The former guarantee a retirement income, whereas the latter force employees to take on stock market investment risks to build up their own pot to live on.
In the public services, both employer and staff contributions are higher, but retirees get a guaranteed pension for life linked to the salary they earned during their working lives.
For example, the Teachers Pension Scheme sees workers pay in between 7.4 per cent and 11.7 per cent, depending on earnings, while employers contribute a sum worth 28.68 per cent of salary.
In return, teachers accrue 1/57th of pensionable earnings for that year including any overtime.
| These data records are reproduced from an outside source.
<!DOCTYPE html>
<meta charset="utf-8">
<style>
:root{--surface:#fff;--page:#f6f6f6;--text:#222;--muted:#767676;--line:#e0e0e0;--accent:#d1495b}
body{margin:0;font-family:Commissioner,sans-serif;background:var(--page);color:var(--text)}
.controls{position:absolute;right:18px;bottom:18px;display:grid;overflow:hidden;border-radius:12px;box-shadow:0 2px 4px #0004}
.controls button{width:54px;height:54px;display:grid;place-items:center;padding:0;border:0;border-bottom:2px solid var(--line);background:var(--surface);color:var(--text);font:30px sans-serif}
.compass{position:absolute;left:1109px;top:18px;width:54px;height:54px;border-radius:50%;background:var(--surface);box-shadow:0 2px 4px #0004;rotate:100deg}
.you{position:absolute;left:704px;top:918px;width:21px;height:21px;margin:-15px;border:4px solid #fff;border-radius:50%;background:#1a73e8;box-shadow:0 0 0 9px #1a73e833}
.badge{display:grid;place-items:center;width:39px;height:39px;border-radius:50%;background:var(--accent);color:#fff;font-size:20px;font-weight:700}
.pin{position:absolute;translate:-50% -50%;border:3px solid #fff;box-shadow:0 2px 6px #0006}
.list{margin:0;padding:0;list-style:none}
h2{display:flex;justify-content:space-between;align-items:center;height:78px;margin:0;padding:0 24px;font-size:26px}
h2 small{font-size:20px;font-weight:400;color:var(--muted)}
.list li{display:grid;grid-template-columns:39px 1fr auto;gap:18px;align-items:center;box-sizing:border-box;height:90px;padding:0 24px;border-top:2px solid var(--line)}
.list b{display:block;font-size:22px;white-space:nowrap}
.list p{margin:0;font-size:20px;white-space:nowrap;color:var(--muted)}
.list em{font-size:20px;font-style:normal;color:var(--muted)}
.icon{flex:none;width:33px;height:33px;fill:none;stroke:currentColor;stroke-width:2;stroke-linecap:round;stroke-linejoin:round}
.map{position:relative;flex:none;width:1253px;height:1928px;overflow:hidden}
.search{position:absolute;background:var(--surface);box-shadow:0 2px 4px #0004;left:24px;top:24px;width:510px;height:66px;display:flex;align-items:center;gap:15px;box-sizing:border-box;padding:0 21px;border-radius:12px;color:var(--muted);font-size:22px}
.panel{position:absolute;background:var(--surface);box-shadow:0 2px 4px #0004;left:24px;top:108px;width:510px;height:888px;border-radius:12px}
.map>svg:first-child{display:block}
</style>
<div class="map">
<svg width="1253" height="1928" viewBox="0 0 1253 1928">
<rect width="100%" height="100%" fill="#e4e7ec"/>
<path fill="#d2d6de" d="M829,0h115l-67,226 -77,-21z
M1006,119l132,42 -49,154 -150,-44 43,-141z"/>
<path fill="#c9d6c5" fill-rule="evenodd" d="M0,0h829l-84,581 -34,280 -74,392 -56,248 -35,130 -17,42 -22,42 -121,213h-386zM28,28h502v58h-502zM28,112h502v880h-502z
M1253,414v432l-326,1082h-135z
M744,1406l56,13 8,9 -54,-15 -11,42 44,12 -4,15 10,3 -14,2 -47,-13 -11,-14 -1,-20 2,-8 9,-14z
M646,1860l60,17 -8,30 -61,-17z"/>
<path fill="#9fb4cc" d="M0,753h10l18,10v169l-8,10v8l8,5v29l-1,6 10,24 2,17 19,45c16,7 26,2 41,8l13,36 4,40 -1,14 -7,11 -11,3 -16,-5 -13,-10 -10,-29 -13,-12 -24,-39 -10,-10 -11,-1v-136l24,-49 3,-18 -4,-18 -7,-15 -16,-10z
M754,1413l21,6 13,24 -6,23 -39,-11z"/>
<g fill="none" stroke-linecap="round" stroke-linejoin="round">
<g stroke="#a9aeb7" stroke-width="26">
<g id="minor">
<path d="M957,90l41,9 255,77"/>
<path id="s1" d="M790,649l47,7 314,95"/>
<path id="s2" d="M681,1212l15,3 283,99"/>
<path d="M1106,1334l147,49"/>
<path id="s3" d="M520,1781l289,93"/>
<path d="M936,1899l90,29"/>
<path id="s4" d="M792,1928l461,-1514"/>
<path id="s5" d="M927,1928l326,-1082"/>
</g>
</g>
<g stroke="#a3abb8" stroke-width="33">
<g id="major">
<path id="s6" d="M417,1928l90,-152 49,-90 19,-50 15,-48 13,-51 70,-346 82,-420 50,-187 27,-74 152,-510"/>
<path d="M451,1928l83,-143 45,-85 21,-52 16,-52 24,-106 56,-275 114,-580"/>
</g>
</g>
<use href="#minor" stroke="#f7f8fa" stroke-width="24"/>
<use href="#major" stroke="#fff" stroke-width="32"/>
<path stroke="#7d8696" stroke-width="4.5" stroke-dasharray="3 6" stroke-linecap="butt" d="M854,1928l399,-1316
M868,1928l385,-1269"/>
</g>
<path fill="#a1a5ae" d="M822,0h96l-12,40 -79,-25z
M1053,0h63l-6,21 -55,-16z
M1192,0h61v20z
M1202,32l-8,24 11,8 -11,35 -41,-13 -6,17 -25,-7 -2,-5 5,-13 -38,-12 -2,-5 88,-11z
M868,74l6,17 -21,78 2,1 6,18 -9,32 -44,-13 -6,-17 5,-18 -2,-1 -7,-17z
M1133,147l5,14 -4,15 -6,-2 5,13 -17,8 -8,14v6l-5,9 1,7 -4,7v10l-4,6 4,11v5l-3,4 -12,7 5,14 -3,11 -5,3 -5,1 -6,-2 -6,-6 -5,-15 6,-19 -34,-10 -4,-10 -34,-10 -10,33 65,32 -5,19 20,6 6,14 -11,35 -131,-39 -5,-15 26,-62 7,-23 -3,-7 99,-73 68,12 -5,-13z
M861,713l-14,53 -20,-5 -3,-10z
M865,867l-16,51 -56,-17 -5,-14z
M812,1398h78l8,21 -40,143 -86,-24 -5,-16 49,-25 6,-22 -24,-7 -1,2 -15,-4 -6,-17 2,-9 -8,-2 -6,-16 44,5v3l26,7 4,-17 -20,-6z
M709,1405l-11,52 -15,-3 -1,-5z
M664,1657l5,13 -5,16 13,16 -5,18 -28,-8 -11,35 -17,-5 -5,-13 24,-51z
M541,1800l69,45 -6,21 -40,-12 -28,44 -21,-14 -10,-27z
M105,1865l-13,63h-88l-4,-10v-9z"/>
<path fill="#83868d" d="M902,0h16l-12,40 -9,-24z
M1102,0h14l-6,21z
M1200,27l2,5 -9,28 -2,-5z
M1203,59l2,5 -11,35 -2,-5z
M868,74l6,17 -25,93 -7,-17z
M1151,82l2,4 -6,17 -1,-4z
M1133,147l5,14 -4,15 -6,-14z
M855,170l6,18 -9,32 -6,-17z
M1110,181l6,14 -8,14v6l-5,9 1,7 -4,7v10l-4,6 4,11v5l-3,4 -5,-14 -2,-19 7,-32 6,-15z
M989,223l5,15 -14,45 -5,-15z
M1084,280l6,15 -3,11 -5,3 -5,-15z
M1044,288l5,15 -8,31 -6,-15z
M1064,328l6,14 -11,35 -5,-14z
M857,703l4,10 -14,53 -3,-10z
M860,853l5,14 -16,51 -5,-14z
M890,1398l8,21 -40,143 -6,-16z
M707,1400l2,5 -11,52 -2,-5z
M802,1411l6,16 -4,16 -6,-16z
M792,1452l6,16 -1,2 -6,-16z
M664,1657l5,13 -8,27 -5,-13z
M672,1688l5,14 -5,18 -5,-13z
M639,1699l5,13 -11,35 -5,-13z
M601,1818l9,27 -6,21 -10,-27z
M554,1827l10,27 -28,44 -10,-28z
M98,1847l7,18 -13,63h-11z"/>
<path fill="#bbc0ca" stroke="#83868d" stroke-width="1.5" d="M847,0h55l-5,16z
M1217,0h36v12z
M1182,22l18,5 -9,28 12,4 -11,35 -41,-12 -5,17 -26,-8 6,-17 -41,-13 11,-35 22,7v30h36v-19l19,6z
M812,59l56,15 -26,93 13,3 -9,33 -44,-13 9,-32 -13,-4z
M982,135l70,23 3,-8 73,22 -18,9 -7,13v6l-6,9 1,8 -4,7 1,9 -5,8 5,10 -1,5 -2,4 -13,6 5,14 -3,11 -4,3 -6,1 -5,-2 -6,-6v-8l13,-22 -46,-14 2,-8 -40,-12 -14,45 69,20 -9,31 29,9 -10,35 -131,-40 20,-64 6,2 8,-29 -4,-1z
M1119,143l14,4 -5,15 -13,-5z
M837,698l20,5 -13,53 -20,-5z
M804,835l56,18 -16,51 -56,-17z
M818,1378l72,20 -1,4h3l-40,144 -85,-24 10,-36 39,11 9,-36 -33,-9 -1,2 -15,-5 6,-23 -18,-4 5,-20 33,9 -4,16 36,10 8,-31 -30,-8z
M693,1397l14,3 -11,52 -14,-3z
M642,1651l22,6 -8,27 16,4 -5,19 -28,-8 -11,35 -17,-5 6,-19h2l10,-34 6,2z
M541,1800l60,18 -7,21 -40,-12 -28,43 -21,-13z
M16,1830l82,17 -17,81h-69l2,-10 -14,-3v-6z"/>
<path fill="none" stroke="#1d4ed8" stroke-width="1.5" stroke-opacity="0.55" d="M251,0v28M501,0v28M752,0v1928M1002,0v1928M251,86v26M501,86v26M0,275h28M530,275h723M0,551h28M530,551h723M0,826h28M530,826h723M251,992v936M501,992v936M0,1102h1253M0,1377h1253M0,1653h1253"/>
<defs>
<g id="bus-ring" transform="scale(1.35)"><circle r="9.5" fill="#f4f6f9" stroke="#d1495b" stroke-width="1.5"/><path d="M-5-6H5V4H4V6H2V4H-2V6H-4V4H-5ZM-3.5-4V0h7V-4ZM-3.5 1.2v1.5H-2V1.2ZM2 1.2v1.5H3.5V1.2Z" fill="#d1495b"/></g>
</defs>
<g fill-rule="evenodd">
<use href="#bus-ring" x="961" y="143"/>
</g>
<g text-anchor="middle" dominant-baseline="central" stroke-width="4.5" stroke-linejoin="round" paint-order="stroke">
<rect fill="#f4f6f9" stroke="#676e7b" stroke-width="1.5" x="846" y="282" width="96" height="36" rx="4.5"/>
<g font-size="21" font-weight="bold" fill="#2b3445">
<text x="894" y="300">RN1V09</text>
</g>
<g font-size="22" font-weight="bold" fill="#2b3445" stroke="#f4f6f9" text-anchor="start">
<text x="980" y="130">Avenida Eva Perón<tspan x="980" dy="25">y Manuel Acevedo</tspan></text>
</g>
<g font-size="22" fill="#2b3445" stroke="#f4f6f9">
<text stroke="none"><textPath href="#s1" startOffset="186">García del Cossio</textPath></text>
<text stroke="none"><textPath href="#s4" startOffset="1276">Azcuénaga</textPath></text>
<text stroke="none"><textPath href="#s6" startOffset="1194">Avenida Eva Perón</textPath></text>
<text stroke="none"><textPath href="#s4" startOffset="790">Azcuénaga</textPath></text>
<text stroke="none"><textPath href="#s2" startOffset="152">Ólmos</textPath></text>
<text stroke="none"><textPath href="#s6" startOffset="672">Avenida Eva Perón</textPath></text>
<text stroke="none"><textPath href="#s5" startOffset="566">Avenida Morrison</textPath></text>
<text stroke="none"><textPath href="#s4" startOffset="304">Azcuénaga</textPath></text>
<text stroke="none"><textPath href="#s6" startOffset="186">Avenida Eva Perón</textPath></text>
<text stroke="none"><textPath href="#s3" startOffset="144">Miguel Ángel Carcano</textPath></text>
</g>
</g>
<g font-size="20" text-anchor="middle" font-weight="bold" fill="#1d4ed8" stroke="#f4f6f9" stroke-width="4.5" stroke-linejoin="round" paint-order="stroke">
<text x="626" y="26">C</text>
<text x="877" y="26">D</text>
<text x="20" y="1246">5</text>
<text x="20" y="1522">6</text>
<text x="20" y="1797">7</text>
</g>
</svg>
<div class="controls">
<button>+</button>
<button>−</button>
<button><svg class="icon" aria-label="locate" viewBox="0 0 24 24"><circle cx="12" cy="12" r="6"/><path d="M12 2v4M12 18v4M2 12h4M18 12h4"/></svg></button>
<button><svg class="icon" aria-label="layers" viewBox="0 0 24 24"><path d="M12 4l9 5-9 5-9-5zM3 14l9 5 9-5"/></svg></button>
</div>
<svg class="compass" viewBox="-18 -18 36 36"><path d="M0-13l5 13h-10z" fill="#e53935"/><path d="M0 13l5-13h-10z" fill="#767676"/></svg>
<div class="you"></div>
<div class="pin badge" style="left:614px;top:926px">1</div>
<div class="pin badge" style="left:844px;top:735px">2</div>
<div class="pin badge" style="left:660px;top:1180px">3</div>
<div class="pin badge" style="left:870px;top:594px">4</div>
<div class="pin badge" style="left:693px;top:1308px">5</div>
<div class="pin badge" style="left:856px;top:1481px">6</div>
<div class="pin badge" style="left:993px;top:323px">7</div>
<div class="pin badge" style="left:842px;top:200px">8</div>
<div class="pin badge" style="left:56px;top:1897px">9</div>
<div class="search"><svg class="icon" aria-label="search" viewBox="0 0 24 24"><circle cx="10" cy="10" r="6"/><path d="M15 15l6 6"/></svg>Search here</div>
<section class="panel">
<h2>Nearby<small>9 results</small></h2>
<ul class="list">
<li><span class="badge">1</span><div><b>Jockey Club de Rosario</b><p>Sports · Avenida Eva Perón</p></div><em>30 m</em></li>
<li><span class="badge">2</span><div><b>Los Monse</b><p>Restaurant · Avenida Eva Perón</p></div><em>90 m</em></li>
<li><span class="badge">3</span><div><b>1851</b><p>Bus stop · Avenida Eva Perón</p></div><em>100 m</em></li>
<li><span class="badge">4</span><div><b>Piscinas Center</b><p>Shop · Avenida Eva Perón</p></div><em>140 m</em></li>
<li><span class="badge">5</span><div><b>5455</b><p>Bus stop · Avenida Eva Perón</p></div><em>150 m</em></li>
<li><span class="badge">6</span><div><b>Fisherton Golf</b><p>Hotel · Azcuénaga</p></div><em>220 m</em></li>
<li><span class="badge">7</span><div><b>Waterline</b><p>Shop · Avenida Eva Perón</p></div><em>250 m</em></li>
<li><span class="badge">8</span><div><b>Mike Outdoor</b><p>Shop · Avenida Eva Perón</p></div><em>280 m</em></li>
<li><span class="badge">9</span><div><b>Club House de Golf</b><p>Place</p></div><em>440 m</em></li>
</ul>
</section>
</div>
The scheme means after 40 years a teacher could have a guaranteed annual pension income worth 40/57ths (or 70 per cent) of their ‘career average’ earnings.
If you work in the private sector, defined contribution pensions dominate. They take contributions from both employer and employee and invest them to provide a pot of money at retirement.
They are stingier and savers bear the investment risk, rather than employers, while they build up a pot that they must eventually turn into retirement income themselves.
Minimum contributions are set by auto-enrolment, at 5 per cent from the employee and 3 per cent from the employer, but many employers are more generous because they want to encourage recruitment and retain existing staff.
For example, many offer a deal where they match higher pension contributions by their staff, often up to 6 per cent of salary.
It is these more benevolent employers that are most likely to cut back on staff benefits and pension contributions that they shell out voluntarily.
Many private sector employers also run salary sacrifice schemes, which cut their own and their staff’s NI bill by diverting earnings into pensions instead.
If employers can no longer make NI savings, they might ditch such deals for staff.